The C# event and delegate patterns use \S+ (one-shot non-whitespace) to absorb the type between the event / delegate keyword and the symbol name. This works for single-token types (Action, void, Task<int>) but collapses on multi-argument generics because \S+ stops at the first whitespace, which on idiomatic code is the space after a , inside <K, V>. Result:

  1. event Action<string, int> NamedEvent; → indexed as event kind named int.
  2. event Func<string, int, bool> Filter; → also indexed as event int. Two events collide on the same bogus name.
  3. public delegate Task<Dictionary<string, int>> LoadAsync();not captured at all (pattern fails on the mismatched terminator).

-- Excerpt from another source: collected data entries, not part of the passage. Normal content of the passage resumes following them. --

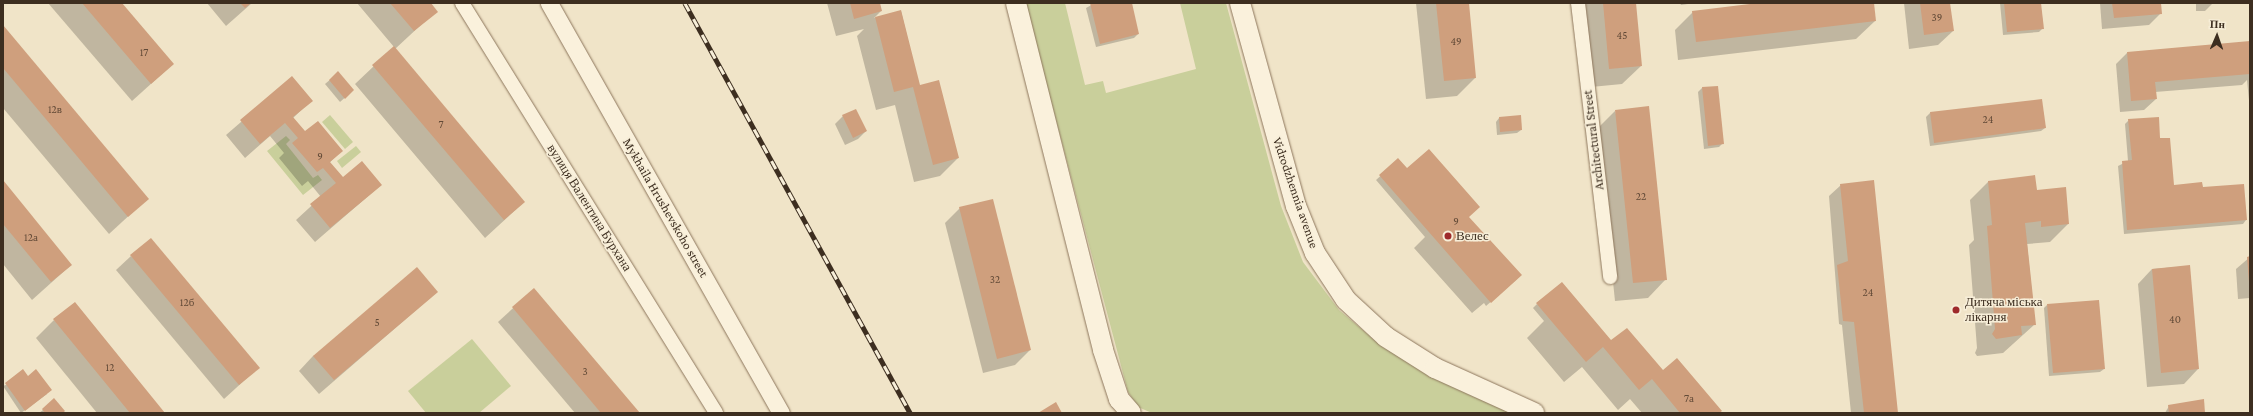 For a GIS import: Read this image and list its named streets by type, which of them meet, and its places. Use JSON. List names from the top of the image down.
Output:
{
  "streets": {
    "main road": ["Vidrodzhennia avenue"],
    "street": ["Architectural Street", "вулиця Валентина Бурхана", "Mykhaila Hrushevskoho street"]
  },
  "places": ["Велес", "Дитяча міська лікарня"],
  "house_numbers": [
    "39",
    "45",
    "49",
    "17",
    "12в",
    "24",
    "7",
    "9",
    "22",
    "9",
    "12а",
    "32",
    "24",
    "12б",
    "40",
    "5",
    "12",
    "3",
    "7а"
  ],
  "north": "top"
} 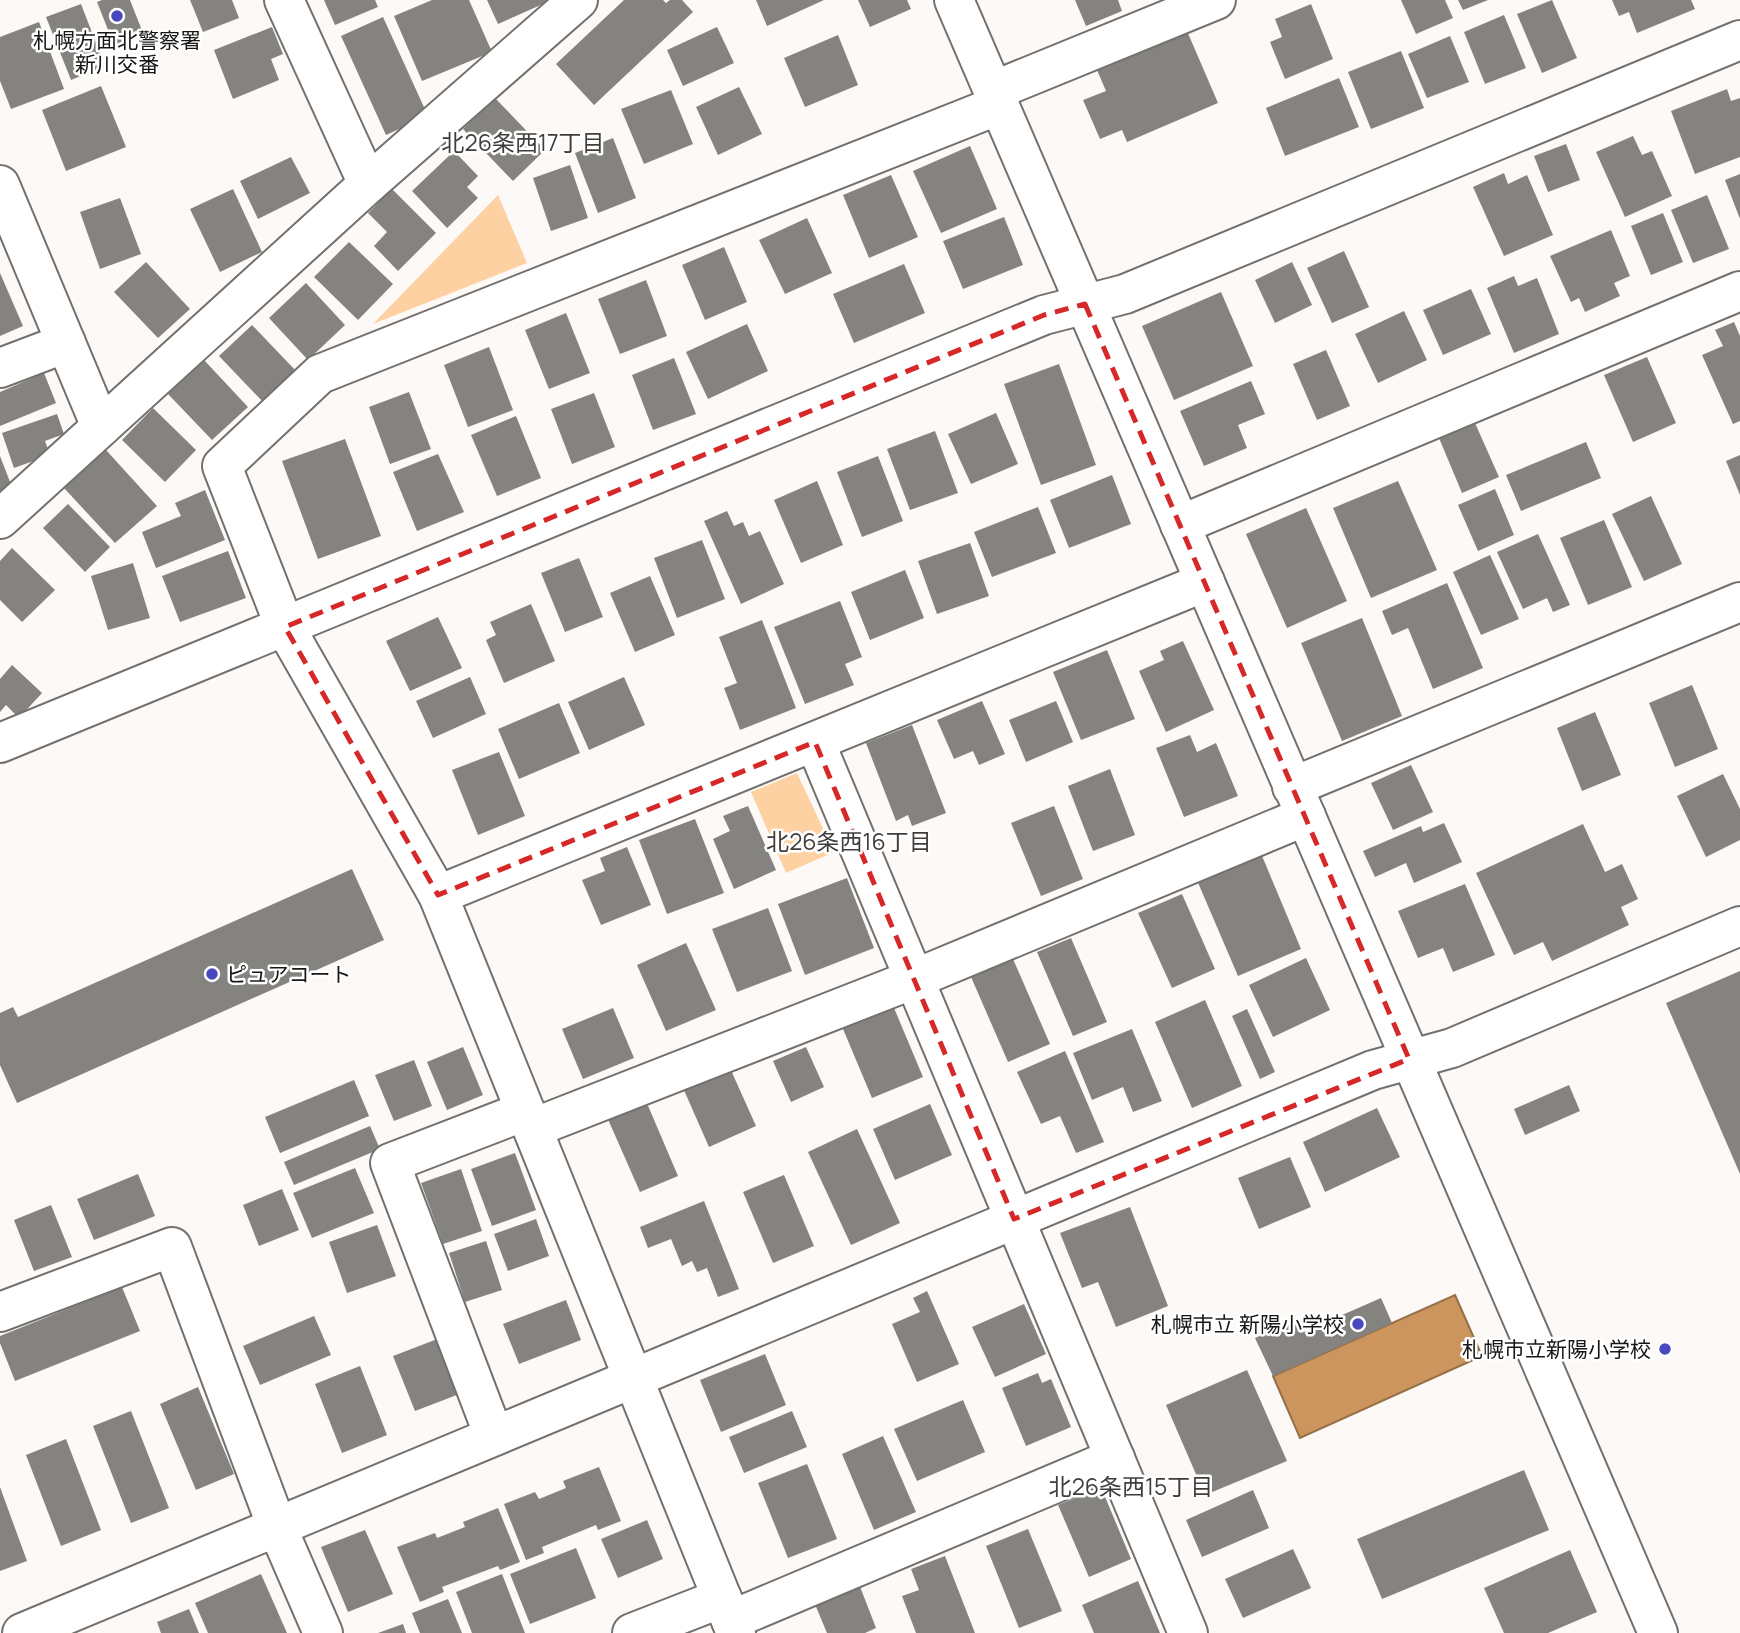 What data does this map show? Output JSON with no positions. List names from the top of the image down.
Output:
{
  "districts": ["北26条西17丁目", "北26条西16丁目", "北26条西15丁目"],
  "places": [
    "札幌方面北警察署 新川交番",
    "ピュアコート",
    "札幌市立 新陽小学校",
    "札幌市立新陽小学校"
  ]
}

This is adjacent to #222 (methods dropping when the return type has a space in generics) but a distinct extractor pattern with a different failure mode: silent wrong name for events, silent disappearance for delegates.

Repro

CDIDX=/root/.local/bin/cdidx
mkdir -p /tmp/dogfood/csev
cat > /tmp/dogfood/csev/D.cs <<'EOF'
namespace App;
using System;

public delegate Task<int>                         GetIdAsync(string user);          // OK
public delegate Task<Dictionary<string, int>>     LoadAsync();                      // DROPPED
public delegate TResult                           Func<T1, T2, TResult>(T1 a, T2 b); // OK (no space in return)

public class Pub
{
    public event Action<string, int> NamedEvent;                  // name becomes "int"
    public event Func<string, int, bool> Filter;                  // name becomes "int"
    public event EventHandler<ChangedArgs> Changed;               // OK (single-arg generic)
    public event Action OnReady;                                  // OK (non-generic)
}
EOF
"$CDIDX" /tmp/dogfood/csev --db /tmp/dogfood/csev.db
"$CDIDX" symbols --db /tmp/dogfood/csev.db

Actual output (abridged):

event      Changed                                  D.cs:17
delegate   Func                                     D.cs:7
delegate   GetIdAsync                               D.cs:5
event      OnReady                                  D.cs:20
event      int                                      D.cs:13    # should be NamedEvent
event      int                                      D.cs:14    # should be Filter; collides with NamedEvent
# (LoadAsync delegate entirely missing)

symbols --name NamedEvent --exact returns nothing. symbols --name int returns two rows of events — neither of which is semantically named int.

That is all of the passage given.